*Work required*:
Restating the data exactly is the whole task.

*Collected data entries*:
────────

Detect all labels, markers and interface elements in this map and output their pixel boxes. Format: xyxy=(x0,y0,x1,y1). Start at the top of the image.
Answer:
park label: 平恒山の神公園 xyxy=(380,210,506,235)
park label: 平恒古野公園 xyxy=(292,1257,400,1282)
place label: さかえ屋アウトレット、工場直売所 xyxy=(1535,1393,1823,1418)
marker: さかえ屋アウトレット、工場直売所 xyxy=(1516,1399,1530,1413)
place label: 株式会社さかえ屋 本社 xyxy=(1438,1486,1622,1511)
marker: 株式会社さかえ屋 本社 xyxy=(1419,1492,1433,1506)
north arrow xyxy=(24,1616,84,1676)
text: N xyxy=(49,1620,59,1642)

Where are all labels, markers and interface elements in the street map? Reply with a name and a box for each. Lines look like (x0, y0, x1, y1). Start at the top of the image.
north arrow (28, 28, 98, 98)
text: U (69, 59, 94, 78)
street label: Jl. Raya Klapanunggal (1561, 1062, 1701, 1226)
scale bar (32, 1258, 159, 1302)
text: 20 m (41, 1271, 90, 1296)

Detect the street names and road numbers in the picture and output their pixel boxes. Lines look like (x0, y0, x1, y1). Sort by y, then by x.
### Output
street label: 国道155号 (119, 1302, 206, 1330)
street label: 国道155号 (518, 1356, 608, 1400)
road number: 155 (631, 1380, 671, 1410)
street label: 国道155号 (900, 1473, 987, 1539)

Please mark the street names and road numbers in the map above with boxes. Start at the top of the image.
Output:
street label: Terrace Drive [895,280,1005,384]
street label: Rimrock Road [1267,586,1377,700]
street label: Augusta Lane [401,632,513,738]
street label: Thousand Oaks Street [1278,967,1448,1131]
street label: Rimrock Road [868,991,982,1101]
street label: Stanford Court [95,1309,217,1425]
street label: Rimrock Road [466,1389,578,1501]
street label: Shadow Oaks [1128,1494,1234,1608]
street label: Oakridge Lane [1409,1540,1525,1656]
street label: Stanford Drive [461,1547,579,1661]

────────

*Exercise answer*:
Detect all labels, markers and interface elements in this map and output their pixel boxes. Format: xyxy=(x0,y0,x1,y1). Start at the top of the image.
Answer:
park label: 平恒山の神公園 xyxy=(380,210,506,235)
park label: 平恒古野公園 xyxy=(292,1257,400,1282)
place label: さかえ屋アウトレット、工場直売所 xyxy=(1535,1393,1823,1418)
marker: さかえ屋アウトレット、工場直売所 xyxy=(1516,1399,1530,1413)
place label: 株式会社さかえ屋 本社 xyxy=(1438,1486,1622,1511)
marker: 株式会社さかえ屋 本社 xyxy=(1419,1492,1433,1506)
north arrow xyxy=(24,1616,84,1676)
text: N xyxy=(49,1620,59,1642)

Where are all labels, markers and interface elements in the street map? Reply with a name and a box for each. Lines look like (x0, y0, x1, y1). Start at the top of the image.
north arrow (28, 28, 98, 98)
text: U (69, 59, 94, 78)
street label: Jl. Raya Klapanunggal (1561, 1062, 1701, 1226)
scale bar (32, 1258, 159, 1302)
text: 20 m (41, 1271, 90, 1296)

Detect the street names and road numbers in the picture and output their pixel boxes. Lines look like (x0, y0, x1, y1). Sort by y, then by x.
### Output
street label: 国道155号 (119, 1302, 206, 1330)
street label: 国道155号 (518, 1356, 608, 1400)
road number: 155 (631, 1380, 671, 1410)
street label: 国道155号 (900, 1473, 987, 1539)

Please mark the street names and road numbers in the map above with boxes. Start at the top of the image.
Output:
street label: Terrace Drive [895,280,1005,384]
street label: Rimrock Road [1267,586,1377,700]
street label: Augusta Lane [401,632,513,738]
street label: Thousand Oaks Street [1278,967,1448,1131]
street label: Rimrock Road [868,991,982,1101]
street label: Stanford Court [95,1309,217,1425]
street label: Rimrock Road [466,1389,578,1501]
street label: Shadow Oaks [1128,1494,1234,1608]
street label: Oakridge Lane [1409,1540,1525,1656]
street label: Stanford Drive [461,1547,579,1661]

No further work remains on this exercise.